== What you will do ==
The word "VESHECCO" occurs in some of the lines below; copy each of those lines.

Collected data
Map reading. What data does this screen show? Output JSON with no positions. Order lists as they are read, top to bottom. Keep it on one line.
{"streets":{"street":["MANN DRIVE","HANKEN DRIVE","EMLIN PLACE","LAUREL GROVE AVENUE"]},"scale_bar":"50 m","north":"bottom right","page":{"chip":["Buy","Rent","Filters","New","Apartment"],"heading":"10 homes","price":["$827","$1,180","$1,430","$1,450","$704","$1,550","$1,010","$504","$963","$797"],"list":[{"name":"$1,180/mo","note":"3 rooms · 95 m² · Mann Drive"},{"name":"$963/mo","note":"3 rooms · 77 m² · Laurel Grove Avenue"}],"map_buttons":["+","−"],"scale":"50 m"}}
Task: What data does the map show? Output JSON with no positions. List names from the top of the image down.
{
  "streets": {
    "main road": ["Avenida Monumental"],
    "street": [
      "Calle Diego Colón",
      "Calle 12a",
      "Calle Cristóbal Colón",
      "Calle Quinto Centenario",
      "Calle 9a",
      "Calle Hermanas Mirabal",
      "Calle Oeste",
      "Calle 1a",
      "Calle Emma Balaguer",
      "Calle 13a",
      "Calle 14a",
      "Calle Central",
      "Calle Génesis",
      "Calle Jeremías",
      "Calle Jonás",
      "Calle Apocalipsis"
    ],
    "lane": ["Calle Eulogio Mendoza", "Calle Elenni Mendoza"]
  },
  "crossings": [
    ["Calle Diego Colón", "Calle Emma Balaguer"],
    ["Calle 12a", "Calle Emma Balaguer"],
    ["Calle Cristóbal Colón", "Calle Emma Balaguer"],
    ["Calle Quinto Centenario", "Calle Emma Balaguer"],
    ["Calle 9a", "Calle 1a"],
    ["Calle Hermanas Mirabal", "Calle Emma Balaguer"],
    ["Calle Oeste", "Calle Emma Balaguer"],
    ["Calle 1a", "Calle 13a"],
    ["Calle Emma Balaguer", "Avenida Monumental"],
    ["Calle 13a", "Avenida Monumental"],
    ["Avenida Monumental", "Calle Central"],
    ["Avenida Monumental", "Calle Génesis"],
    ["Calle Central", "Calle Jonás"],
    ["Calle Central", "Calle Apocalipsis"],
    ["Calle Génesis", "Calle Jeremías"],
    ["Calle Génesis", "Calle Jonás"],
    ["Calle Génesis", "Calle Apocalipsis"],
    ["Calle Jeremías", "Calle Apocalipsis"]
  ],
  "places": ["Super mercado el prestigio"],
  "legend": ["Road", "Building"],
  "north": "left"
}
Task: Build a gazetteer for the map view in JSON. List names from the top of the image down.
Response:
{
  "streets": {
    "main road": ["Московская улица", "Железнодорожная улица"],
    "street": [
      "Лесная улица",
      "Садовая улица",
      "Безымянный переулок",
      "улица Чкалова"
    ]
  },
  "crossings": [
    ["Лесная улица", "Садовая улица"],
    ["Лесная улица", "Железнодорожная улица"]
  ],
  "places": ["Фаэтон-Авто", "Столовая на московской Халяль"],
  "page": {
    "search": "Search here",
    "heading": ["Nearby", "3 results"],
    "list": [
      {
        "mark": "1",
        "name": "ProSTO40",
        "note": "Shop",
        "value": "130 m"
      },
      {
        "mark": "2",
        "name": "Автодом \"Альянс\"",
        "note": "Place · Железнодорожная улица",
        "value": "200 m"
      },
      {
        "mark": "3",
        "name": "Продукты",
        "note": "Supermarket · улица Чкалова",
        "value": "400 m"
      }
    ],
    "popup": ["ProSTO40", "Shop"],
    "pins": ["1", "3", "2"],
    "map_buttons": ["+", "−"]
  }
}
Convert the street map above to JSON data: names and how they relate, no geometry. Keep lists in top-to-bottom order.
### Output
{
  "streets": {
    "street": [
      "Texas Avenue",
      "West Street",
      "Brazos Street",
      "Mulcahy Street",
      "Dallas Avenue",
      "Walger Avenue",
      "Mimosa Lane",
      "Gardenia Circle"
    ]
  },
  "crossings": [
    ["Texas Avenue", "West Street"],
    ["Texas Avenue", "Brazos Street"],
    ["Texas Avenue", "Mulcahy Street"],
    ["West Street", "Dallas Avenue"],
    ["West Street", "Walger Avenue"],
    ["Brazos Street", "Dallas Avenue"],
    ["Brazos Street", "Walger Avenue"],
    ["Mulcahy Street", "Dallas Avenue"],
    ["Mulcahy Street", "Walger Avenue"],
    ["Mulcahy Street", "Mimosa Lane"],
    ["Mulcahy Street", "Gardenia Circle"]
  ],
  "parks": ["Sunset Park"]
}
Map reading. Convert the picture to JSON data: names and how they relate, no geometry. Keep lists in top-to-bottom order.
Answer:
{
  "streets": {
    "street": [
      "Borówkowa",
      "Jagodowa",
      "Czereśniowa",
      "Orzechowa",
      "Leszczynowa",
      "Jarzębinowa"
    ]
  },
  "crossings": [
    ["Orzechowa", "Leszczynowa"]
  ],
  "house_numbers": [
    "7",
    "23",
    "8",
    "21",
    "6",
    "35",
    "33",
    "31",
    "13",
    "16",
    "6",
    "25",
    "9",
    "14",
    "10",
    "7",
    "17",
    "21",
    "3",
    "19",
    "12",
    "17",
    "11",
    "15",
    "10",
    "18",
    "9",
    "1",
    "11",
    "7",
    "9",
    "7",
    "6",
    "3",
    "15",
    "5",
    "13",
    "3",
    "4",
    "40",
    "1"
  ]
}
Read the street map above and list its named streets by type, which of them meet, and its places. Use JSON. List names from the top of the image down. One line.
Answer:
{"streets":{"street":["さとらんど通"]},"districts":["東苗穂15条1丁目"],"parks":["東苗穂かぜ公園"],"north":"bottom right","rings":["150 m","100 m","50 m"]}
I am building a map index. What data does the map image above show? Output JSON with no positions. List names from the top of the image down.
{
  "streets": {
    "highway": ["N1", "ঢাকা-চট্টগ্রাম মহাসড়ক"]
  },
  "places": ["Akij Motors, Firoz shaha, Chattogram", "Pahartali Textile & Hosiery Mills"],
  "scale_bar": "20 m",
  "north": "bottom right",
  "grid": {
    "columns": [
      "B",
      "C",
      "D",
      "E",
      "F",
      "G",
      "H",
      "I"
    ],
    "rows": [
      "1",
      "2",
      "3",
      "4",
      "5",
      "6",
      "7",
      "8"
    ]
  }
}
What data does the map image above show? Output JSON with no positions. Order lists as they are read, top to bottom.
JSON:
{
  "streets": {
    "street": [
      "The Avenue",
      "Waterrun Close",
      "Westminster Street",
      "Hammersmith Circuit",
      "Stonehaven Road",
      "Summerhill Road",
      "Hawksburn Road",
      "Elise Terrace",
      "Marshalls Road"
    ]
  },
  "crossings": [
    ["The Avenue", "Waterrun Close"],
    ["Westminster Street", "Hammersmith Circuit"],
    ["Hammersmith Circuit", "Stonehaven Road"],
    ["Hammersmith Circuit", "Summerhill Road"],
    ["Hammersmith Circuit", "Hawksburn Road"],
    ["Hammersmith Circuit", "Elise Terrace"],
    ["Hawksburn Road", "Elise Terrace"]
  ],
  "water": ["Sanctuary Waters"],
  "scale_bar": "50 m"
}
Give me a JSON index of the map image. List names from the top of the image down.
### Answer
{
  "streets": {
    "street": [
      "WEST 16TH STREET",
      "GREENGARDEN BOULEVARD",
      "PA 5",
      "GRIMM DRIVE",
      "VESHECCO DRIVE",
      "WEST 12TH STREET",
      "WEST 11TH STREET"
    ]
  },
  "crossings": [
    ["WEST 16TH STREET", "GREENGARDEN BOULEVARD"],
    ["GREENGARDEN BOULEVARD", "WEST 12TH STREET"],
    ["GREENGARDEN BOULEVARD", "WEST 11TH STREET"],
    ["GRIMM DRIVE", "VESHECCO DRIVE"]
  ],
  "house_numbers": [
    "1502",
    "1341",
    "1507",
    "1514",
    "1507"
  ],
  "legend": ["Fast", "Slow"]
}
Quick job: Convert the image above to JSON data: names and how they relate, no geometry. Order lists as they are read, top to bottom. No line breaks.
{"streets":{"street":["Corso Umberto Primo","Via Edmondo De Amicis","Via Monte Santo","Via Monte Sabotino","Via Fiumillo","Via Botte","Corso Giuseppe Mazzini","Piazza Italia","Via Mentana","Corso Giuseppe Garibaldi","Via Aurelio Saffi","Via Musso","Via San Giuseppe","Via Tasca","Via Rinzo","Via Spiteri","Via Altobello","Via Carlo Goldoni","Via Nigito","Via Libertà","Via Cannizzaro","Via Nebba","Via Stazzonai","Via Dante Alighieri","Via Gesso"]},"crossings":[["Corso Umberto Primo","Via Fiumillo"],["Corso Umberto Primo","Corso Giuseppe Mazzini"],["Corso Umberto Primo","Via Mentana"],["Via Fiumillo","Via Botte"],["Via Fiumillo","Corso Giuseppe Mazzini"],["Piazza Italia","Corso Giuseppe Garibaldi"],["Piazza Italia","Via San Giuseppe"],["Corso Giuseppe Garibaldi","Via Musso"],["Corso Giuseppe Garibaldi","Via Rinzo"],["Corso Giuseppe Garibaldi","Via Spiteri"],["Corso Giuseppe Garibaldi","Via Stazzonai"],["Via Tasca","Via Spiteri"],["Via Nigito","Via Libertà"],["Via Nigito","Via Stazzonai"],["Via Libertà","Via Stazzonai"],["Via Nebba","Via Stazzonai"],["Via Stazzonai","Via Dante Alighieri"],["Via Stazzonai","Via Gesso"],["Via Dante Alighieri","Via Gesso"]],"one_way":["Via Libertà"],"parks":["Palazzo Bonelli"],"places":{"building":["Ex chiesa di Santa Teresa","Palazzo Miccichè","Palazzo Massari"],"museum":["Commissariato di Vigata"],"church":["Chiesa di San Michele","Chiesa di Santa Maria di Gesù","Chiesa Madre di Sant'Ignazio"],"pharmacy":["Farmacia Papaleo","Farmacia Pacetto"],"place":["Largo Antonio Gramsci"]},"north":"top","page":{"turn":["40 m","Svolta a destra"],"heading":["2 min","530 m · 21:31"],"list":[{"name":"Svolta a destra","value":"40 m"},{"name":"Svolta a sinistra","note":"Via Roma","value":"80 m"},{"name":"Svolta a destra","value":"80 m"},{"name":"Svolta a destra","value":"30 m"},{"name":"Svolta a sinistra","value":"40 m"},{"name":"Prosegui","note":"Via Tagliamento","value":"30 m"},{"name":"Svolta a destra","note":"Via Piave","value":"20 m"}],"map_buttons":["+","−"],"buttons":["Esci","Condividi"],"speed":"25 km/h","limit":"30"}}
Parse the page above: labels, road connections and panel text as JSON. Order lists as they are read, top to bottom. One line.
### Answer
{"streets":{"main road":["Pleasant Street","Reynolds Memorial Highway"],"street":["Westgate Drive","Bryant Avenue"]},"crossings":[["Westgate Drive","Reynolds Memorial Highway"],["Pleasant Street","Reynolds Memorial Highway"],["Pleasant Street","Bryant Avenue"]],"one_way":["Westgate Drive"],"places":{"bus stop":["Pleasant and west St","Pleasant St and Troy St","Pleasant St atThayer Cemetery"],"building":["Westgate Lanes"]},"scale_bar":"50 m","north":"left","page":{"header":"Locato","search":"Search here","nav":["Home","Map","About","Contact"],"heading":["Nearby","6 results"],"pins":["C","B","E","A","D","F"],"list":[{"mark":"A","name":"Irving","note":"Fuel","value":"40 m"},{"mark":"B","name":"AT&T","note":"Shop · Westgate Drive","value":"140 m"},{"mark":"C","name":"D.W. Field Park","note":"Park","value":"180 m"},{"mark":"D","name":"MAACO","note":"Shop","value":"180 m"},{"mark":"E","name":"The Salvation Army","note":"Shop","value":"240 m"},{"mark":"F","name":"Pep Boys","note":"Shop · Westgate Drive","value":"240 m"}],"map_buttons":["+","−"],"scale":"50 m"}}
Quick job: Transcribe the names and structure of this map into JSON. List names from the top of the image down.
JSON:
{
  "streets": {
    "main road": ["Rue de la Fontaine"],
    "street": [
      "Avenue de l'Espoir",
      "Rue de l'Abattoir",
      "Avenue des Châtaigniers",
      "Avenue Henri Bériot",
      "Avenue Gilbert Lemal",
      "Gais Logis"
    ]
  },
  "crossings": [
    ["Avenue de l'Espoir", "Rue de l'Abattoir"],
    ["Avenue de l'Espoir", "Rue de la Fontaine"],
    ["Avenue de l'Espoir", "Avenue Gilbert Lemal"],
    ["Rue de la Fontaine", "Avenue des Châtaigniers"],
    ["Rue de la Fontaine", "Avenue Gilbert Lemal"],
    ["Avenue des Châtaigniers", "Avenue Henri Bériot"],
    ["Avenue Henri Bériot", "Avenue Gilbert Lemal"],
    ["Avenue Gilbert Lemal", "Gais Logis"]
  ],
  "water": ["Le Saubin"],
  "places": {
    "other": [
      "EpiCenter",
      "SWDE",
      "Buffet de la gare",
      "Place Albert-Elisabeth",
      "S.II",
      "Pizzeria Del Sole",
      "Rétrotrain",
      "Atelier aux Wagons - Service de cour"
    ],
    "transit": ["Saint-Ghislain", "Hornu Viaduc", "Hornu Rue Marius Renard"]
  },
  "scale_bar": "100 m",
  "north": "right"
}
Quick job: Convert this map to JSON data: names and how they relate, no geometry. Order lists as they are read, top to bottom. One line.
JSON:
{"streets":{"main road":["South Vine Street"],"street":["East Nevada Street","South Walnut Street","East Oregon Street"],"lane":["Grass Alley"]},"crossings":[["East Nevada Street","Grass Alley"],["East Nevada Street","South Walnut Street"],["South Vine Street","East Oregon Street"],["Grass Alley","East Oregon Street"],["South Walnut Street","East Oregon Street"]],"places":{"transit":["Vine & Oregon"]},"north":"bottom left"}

== Solution to this problem ==
      "VESHECCO DRIVE",
    ["GRIMM DRIVE", "VESHECCO DRIVE"]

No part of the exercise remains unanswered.